Forty-five years later, in the middle
of the night of May 7-8, 2012, Prime Minister Benjamin Netanyahu shocked his
country by bringing the main opposition party, Kadima, into a national unity
government.
Shocking because just hours earlier, the Knesset was
expediting a bill to call early elections in September.
Why did the
high-flying Netanyahu call off elections he was sure to win? Because for
Israelis today, it is May ’67.
The dread is not quite as acute: The mood
is not despair, just foreboding. Time is running out, but not quite as fast. War
is not four days away, but it looms. Israelis today face the greatest threat to
their existence – apocalyptic mullahs publicly pledged to Israel's annihilation
acquiring nuclear weapons – since May ’67. The world is again telling Israelis
to do nothing as it looks for a way out. But if such a way is not found – as in
’67 – Israelis know they will once again have to defend themselves, by
themselves.
Such a fateful decision demands a national consensus. By
creating the largest coalition in nearly three decades, Netanyahu is
establishing the political premise for a preemptive strike, should it come to
that. The new government commands an astonishing 94 Knesset seats out of 120,
described by one Israeli columnist as a “hundred tons of solid
concrete.”
So much for the recent media hype about some great domestic
resistance to Netanyahu’s hard line on Iran. Two notable retired intelligence
figures were widely covered here for coming out against him. Little noted was
that one had been passed over by Netanyahu to be the head of Mossad, while the
other had been fired by Netanyahu as Mossad chief (hence the job opening). For
centrist Kadima (it pulled Israel out of Gaza) to join a Likud-led coalition
whose defense minister is a former Labor prime minister (who once offered half
of Jerusalem to Yasser Arafat) is the very definition of national unity – and
refutes the popular “Israel is divided” meme. “Everyone is saying the same
thing,” explained one Knesset member, “though there may be a difference of
tone.”
To be sure, Netanyahu and Kadima’s Shaul Mofaz offered more
prosaic reasons for their merger: national service laws, a new election law and
negotiations with the Palestinians.
But Netanyahu, the first Likud prime
minister to recognize Palestinian statehood, did not need Kadima for him to
enter peace talks. For two years he’s been waiting for Mahmoud Abbas to show up
at the table.
Abbas hasn’t. And won’t. Nothing will change on that
front.
What does change is Israel’s position vis-avis Iran. The
wall-to-wall coalition demonstrates Israel’s political readiness to attack, if
necessary. (Its military readiness is not in doubt.) Those counseling Israeli
submission, resignation or just endless patience can no longer dismiss Israel’s
tough stance as the work of irredeemable right-wingers. Not with a government
now representing 78 percent of the country.

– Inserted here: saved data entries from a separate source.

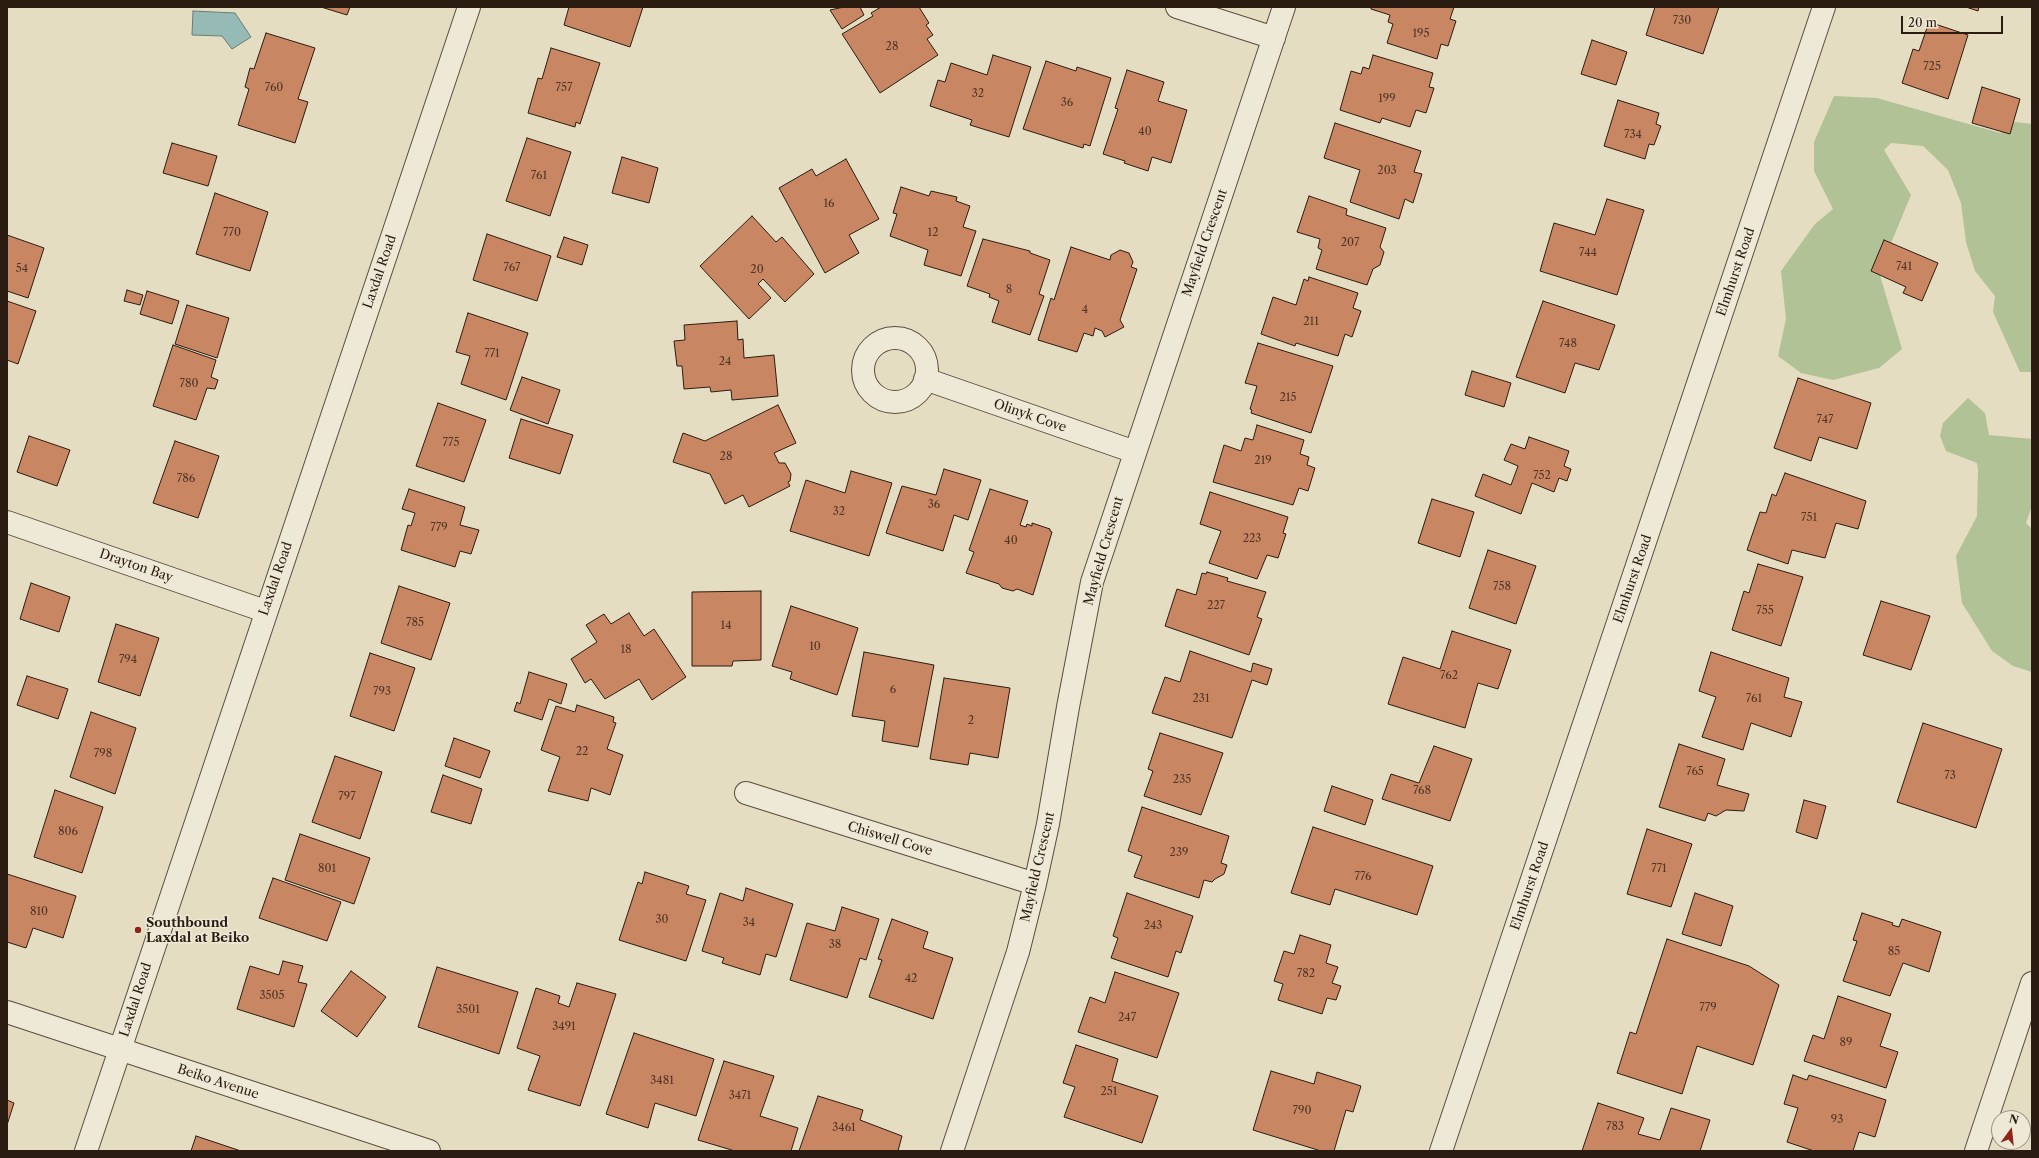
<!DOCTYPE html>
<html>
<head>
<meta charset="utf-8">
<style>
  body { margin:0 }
  #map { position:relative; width:2039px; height:1158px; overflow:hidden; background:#e5ddc1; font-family:"Libre Caslon Text",serif }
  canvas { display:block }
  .frame { position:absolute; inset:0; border:8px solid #2b1c12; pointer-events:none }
  .north { position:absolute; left:1991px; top:1110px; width:40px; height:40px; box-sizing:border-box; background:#eee9d7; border:1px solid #a09788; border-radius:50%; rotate:15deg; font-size:11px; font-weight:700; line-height:16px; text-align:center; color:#2b1c12 }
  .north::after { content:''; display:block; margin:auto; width:14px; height:18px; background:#8f2418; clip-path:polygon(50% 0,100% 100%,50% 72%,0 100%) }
  .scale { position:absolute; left:1901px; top:16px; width:102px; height:18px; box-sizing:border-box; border:2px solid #2b1c12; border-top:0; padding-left:5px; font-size:12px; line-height:14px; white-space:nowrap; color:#2b1c12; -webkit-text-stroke:3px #eee9d7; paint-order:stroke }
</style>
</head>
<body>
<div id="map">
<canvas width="2039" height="1158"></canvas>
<div class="frame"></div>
<div class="north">N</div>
<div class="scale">20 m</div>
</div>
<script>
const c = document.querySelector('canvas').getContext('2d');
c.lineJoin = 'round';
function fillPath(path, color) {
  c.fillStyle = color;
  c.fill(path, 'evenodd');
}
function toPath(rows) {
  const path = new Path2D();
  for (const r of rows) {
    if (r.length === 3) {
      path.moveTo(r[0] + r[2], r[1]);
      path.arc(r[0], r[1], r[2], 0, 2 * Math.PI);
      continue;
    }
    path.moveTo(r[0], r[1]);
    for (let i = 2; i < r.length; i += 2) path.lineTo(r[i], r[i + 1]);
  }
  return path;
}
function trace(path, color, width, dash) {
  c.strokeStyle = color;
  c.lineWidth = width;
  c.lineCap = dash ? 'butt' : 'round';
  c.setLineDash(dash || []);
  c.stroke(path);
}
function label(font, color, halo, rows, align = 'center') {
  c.font = font + ' "Libre Caslon Text",serif';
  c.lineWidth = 3;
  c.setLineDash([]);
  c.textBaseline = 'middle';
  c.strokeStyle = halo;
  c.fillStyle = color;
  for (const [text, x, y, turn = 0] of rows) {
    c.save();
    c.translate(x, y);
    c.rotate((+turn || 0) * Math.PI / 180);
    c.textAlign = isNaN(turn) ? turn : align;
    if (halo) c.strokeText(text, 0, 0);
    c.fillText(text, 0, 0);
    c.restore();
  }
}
const green = toPath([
  [1834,96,1877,98,2000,133,2015,122,2032,124,2032,372,2020,372,1993,312,1995,296,1975,271,1966,242,1961,203,1948,170,1923,146,1891,143,1884,150,1911,195,1879,272,1902,349,1879,368,1833,380,1801,373,1778,356,1786,319,1781,271,1815,224,1833,209,1814,171,1814,142],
  [1968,398,1985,413,1989,435,2032,439,2032,506,2026,523,2032,529,2032,672,2013,666,1992,651,1962,603,1956,556,1977,516,1978,469,1977,463,1946,451,1940,436,1943,423]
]);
const water = toPath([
  [193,11,235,13,251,37,232,49,222,36,192,35,193,11]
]);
const building = toPath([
  [321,7,350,7,347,15,321,7],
  [569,7,643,7,630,47,564,25,569,7],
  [844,7,860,7,864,15,842,29,830,10,844,7],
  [881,7,919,7,929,23,926,25,933,35,927,39,938,55,880,93,842,34,873,16,871,13,881,7],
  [1371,7,1454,7,1450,19,1456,21,1448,46,1441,44,1437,59,1387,43,1393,24,1388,22,1390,15,1371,9,1371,7],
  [1655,7,1719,7,1703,54,1646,35,1655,7],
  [1966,7,1979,7,1978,11,1966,7],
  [1929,22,1968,35,1948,99,1902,83,1913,49,1919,51,1929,22],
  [266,33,315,48,298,99,308,102,295,143,238,125,249,89,245,87,250,68,254,69,266,33],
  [1592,40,1627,52,1616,85,1581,74,1592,40],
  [551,48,600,63,580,124,576,122,575,127,528,113,538,78,542,79,551,48],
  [993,55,1031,67,1009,137,970,125,972,120,930,106,938,80,945,82,951,63,987,75,993,55],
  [1373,55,1433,73,1429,87,1434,88,1426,113,1416,110,1410,127,1382,118,1380,123,1340,110,1351,71,1361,74,1363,67,1369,69,1373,55],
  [1046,61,1076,71,1077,67,1111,78,1090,146,1084,144,1083,148,1023,129,1046,61],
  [1127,70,1164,82,1158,101,1187,110,1171,163,1152,157,1148,171,1124,163,1125,161,1103,154,1118,109,1115,108,1127,70],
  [1982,87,2020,99,2010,134,1972,123,1982,87],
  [1618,100,1659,113,1656,124,1661,126,1654,145,1649,144,1645,159,1604,146,1618,100],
  [1335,123,1421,151,1414,172,1422,174,1413,203,1405,199,1399,219,1350,202,1360,170,1324,158,1335,123],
  [527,138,571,152,550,216,506,201,527,138],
  [172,143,217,156,208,186,163,173,172,143],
  [622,157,658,168,649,203,612,193,622,157],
  [846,159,879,219,849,235,859,253,825,273,779,188,812,169,816,176,846,159],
  [901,187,929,196,931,191,957,197,956,201,970,206,963,227,976,231,961,276,924,265,928,250,890,236,897,214,893,213,901,187],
  [215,193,268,212,250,271,196,254,215,193],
  [1309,196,1347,209,1346,215,1386,228,1380,247,1384,252,1380,265,1373,269,1367,285,1316,269,1322,250,1318,248,1320,239,1297,232,1309,196],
  [1607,199,1644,210,1617,295,1540,271,1554,223,1595,235,1607,199],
  [752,216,776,242,782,237,814,274,785,302,763,279,758,284,771,298,749,319,700,266,752,216],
  [487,234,551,256,537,301,473,280,487,234],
  [7,235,44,248,28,298,7,291,7,235],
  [564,237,588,245,582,265,557,257,564,237],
  [983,239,1030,251,1030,253,1050,260,1039,294,1044,296,1030,335,992,322,999,301,989,297,990,294,967,286,983,239],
  [1884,240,1938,263,1922,301,1903,293,1906,287,1871,271,1884,240],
  [1071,247,1110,260,1111,255,1120,250,1129,253,1133,262,1131,267,1137,269,1120,320,1124,327,1105,337,1102,331,1095,328,1093,336,1084,333,1077,352,1038,340,1051,298,1054,300,1071,247],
  [1309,277,1358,293,1353,308,1361,311,1352,337,1345,334,1338,356,1296,343,1295,346,1261,334,1273,297,1296,305,1304,279,1308,281,1309,277],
  [127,290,143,295,140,305,124,301,127,290],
  [147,291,179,301,172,324,140,314,147,291],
  [7,301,36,311,18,364,7,360,7,301],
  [1543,301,1615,325,1599,370,1575,363,1565,393,1516,377,1543,301],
  [187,305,229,318,217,358,175,344,187,305],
  [468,313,528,333,506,400,461,384,470,356,456,352,468,313],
  [737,321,738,340,743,339,744,358,774,355,778,396,732,400,731,390,711,392,710,387,684,389,682,366,677,366,674,341,685,340,684,325,737,321],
  [1258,343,1333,366,1311,433,1251,413,1252,410,1250,409,1257,386,1245,383,1258,343],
  [173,345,216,360,211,377,218,380,215,389,207,388,196,420,153,406,173,345],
  [1472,371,1511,383,1504,407,1465,395,1472,371],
  [522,377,560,390,548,424,510,410,522,377],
  [1798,378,1871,403,1857,449,1819,437,1811,461,1774,448,1798,378],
  [438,403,486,420,464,482,416,466,438,403],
  [778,405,796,443,774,453,779,463,785,463,791,474,790,481,788,482,790,486,749,507,743,495,725,504,710,474,673,462,683,433,705,441,778,405],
  [521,419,573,435,560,474,509,458,521,419],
  [1257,425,1304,440,1300,454,1309,457,1307,465,1315,468,1308,491,1299,488,1293,505,1213,482,1224,445,1241,451,1245,438,1253,440,1257,425],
  [29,436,70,450,57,486,17,472,29,436],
  [1529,437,1569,451,1564,466,1571,469,1567,481,1559,478,1554,492,1532,483,1521,514,1475,496,1483,474,1511,485,1518,466,1504,460,1511,444,1525,449,1529,437],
  [175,441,219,456,198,518,153,503,175,441],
  [944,469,981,480,968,520,954,515,943,551,886,533,902,486,936,495,944,469],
  [851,471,892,483,869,556,790,531,806,480,845,493,851,471],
  [1785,473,1866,501,1858,529,1836,523,1825,558,1792,550,1788,564,1747,550,1760,512,1766,513,1772,494,1776,496,1785,473],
  [409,489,465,507,460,525,479,530,471,554,460,551,455,567,401,550,408,525,411,526,415,513,402,509,409,489],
  [990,489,1028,501,1020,525,1026,527,1027,524,1032,526,1032,523,1050,529,1050,531,1052,532,1033,595,1017,589,1013,591,1002,588,999,584,966,573,974,552,969,550,990,489],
  [1210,492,1288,517,1283,533,1286,534,1278,558,1267,555,1257,579,1209,563,1221,531,1200,524,1210,492],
  [1432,499,1474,512,1460,557,1418,543,1432,499],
  [1488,550,1536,566,1516,624,1469,608,1488,550],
  [1758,564,1803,577,1781,646,1732,630,1744,591,1749,593,1758,564],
  [1207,572,1228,578,1227,581,1266,592,1257,617,1262,619,1249,655,1165,626,1177,589,1196,595,1202,573,1206,574,1207,572],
  [31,583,70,597,59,632,20,619,31,583],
  [399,586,450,603,431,660,381,643,399,586],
  [761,591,761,660,733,661,732,666,692,666,692,592,761,591],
  [1881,601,1930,616,1911,670,1863,655,1881,601],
  [791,606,858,628,837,695,790,679,792,672,772,666,791,606],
  [629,613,644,636,654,629,686,677,652,700,639,679,605,699,591,679,585,683,571,659,597,642,586,625,604,614,611,624,629,613],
  [116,624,159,638,140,696,98,682,116,624],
  [1452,631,1511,650,1498,689,1478,683,1465,728,1388,704,1403,657,1440,669,1452,631],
  [1190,651,1251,672,1253,663,1272,669,1267,685,1252,680,1232,738,1152,713,1165,677,1180,682,1190,651],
  [864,652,934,665,918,747,882,741,885,721,852,716,864,652],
  [1711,652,1789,678,1784,697,1802,702,1791,737,1751,723,1743,750,1702,737,1716,697,1699,691,1711,652],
  [370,653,415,668,394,731,350,716,370,653],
  [529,672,567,684,561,704,549,699,542,720,514,711,517,702,520,704,529,672],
  [27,676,68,689,58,719,17,705,27,676],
  [944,678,1010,688,998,758,970,753,968,765,930,759,944,678],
  [577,705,614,717,613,722,616,723,607,749,623,755,610,795,591,788,588,801,548,791,560,757,541,750,556,706,575,712,577,705],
  [91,712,136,728,115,794,70,777,91,712],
  [1923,723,2002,749,1976,828,1897,802,1923,723],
  [1160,733,1223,753,1201,815,1144,796,1153,771,1148,769,1160,733],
  [454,738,490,751,480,778,445,766,454,738],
  [1679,744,1725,759,1717,785,1749,794,1744,811,1726,810,1716,816,1708,813,1705,821,1659,807,1679,744],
  [1434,746,1472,759,1450,821,1382,799,1391,774,1419,783,1434,746],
  [335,756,382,772,360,839,312,822,335,756],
  [443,775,482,789,471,824,431,812,443,775],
  [1332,786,1373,800,1365,825,1324,811,1332,786],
  [55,790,103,807,82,873,34,857,55,790],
  [1804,800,1826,806,1817,839,1796,832,1804,800],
  [1142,807,1229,836,1221,863,1227,865,1224,874,1215,879,1212,882,1204,880,1199,898,1134,877,1142,856,1128,851,1142,807],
  [1313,827,1433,866,1417,915,1335,889,1330,905,1291,893,1313,827],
  [1647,829,1692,844,1671,907,1627,894,1647,829],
  [300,834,370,858,354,904,285,880,300,834],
  [645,872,689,886,686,894,706,900,686,961,619,940,638,882,642,884,645,872],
  [7,874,76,896,63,938,33,928,26,948,7,942,7,874],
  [273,878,341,902,327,941,259,918,273,878],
  [746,888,793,904,776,957,766,954,760,975,722,963,724,958,702,951,720,893,743,901,746,888],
  [1127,893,1193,916,1181,953,1176,951,1168,977,1111,958,1118,938,1113,936,1127,893],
  [1695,893,1733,906,1721,946,1682,934,1695,893],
  [842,907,879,919,866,960,860,958,847,998,790,980,807,923,835,931,842,907],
  [1862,913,1893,923,1892,925,1899,927,1902,919,1941,932,1929,972,1903,963,1890,996,1843,981,1857,941,1853,940,1862,913],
  [892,919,928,932,923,948,953,958,933,1019,869,997,882,960,878,959,892,919],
  [1300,935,1331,945,1326,963,1338,967,1332,983,1341,986,1336,1000,1327,998,1322,1014,1278,1000,1283,984,1274,981,1284,951,1294,954,1300,935],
  [1667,939,1749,966,1779,985,1753,1065,1697,1046,1682,1094,1617,1073,1630,1032,1636,1034,1667,939],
  [283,961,303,966,298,982,307,984,294,1027,237,1009,250,966,279,975,283,961],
  [437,967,518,992,499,1054,418,1027,437,967],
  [351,971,386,997,357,1037,321,1011,351,971],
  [1115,972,1179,993,1157,1058,1078,1032,1090,997,1105,1003,1115,972],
  [577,983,616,994,580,1106,528,1090,540,1056,517,1048,536,988,560,996,558,1003,569,1007,577,983],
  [1838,996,1891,1014,1880,1046,1898,1052,1886,1088,1804,1061,1813,1035,1824,1039,1838,996],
  [634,1033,714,1059,696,1116,655,1103,648,1128,606,1114,634,1033],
  [1076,1045,1118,1059,1112,1081,1158,1096,1142,1143,1064,1117,1075,1087,1063,1083,1076,1045],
  [724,1061,774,1076,760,1116,798,1128,791,1151,735,1151,698,1140,724,1061],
  [1271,1071,1314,1084,1317,1072,1361,1086,1353,1112,1346,1110,1334,1151,1321,1151,1253,1130,1271,1071],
  [1793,1075,1807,1080,1809,1075,1886,1100,1875,1137,1859,1132,1853,1151,1814,1151,1787,1142,1798,1108,1784,1104,1793,1075],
  [818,1096,863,1110,860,1120,902,1136,898,1151,799,1151,818,1096],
  [7,1100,14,1103,7,1125,7,1100],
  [1598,1103,1644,1118,1638,1134,1660,1140,1671,1108,1710,1120,1700,1151,1582,1151,1598,1103],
  [196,1136,241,1151,191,1151,196,1136]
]);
const minor = toPath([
  [1177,7,1274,38],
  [895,370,32],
  [925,379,1135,452],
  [7,522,265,611],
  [746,793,1035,884],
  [7,1012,429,1151],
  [86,1151,469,7],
  [952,1151,1018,952,1035,884,1048,824,1068,707,1092,582,1284,7],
  [1976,1151,2032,983]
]);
const tertiary = toPath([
  [1441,1151,1824,7]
]);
const markers = [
  [138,930,4,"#8f2418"]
];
const numberNames = [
  ["730",1682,21],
  ["195",1421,34],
  ["28",892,47],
  ["725",1932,67],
  ["760",274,88],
  ["757",564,88],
  ["32",978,94],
  ["199",1387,99],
  ["36",1067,103],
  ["40",1145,132],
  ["734",1633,135],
  ["203",1387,171],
  ["761",539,176],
  ["16",829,204],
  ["770",232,233],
  ["12",933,233],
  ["207",1350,243],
  ["744",1588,253],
  ["741",1904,267],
  ["767",512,268],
  ["54",22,269],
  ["20",757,270],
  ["8",1009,290],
  ["4",1085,310],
  ["211",1311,322],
  ["748",1568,344],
  ["771",492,354],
  ["24",725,362],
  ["780",189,384],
  ["215",1288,398],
  ["747",1825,420],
  ["775",451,443],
  ["28",726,457],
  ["219",1263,461],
  ["752",1542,476],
  ["786",186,479],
  ["36",934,505],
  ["32",839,512],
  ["751",1809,518],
  ["779",439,528],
  ["223",1252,539],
  ["40",1011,541],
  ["758",1502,587],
  ["227",1216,606],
  ["755",1765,611],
  ["785",415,623],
  ["14",726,626],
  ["10",815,647],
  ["18",626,650],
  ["794",128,660],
  ["762",1449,676],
  ["6",893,690],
  ["793",382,692],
  ["231",1201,699],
  ["761",1754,699],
  ["2",971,721],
  ["22",582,752],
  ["798",103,754],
  ["765",1695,772],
  ["73",1950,776],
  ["235",1182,780],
  ["768",1422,791],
  ["797",347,797],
  ["806",68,832],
  ["239",1179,853],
  ["801",327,869],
  ["771",1659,869],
  ["776",1363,877],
  ["810",39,912],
  ["30",662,920],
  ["34",749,923],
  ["243",1153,926],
  ["38",835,945],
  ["85",1894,952],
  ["782",1306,974],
  ["42",911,979],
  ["3505",272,996],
  ["779",1708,1008],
  ["3501",468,1010],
  ["247",1127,1018],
  ["3491",564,1027],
  ["89",1846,1043],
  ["3481",662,1081],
  ["251",1109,1092],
  ["3471",740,1096],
  ["790",1302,1111],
  ["93",1837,1120],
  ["783",1615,1127],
  ["3461",844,1128]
];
const streetNames = [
  ["Mayfield Crescent",1205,243,-71],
  ["Laxdal Road",380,272,-71],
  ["Elmhurst Road",1736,272,-71],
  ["Olinyk Cove",1030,416,19],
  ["Mayfield Crescent",1104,551,-74],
  ["Drayton Bay",136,566,19],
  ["Laxdal Road",276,579,-71],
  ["Elmhurst Road",1633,579,-71],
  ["Chiswell Cove",890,839,17],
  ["Mayfield Crescent",1038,867,-77],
  ["Elmhurst Road",1530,886,-71],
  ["Laxdal Road",136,1000,-72],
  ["Beiko Avenue",218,1082,18]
];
const poiNames = [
  ["Southbound",146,923],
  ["Laxdal at Beiko",146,938]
];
fillPath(green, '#b0c296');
fillPath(water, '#96bbb6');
trace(water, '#6b7b74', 1);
fillPath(building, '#c88663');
trace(building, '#2b1c12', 1);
trace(minor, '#5a4c3e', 24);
trace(tertiary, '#5a4c3e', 24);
trace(minor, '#eee9d7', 22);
trace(tertiary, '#eee9d7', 22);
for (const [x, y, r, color] of markers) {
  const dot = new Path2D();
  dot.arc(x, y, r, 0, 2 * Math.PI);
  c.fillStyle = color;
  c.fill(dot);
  trace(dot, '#eee9d7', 1.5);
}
label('11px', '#523626', null, numberNames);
label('13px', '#2b1c12', '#eee9d7', streetNames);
label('bold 13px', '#2b1c12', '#eee9d7', poiNames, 'left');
</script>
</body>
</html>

Netanyahu forfeited September
elections that would have given him four more years in power. He chose instead
to form a national coalition that guarantees 18 months of stability – 18 months
during which, if the world does not act to stop Iran, Israel will.
And it
will not be the work of one man, one party or one ideological faction. As in
1967, it will be the work of a nation.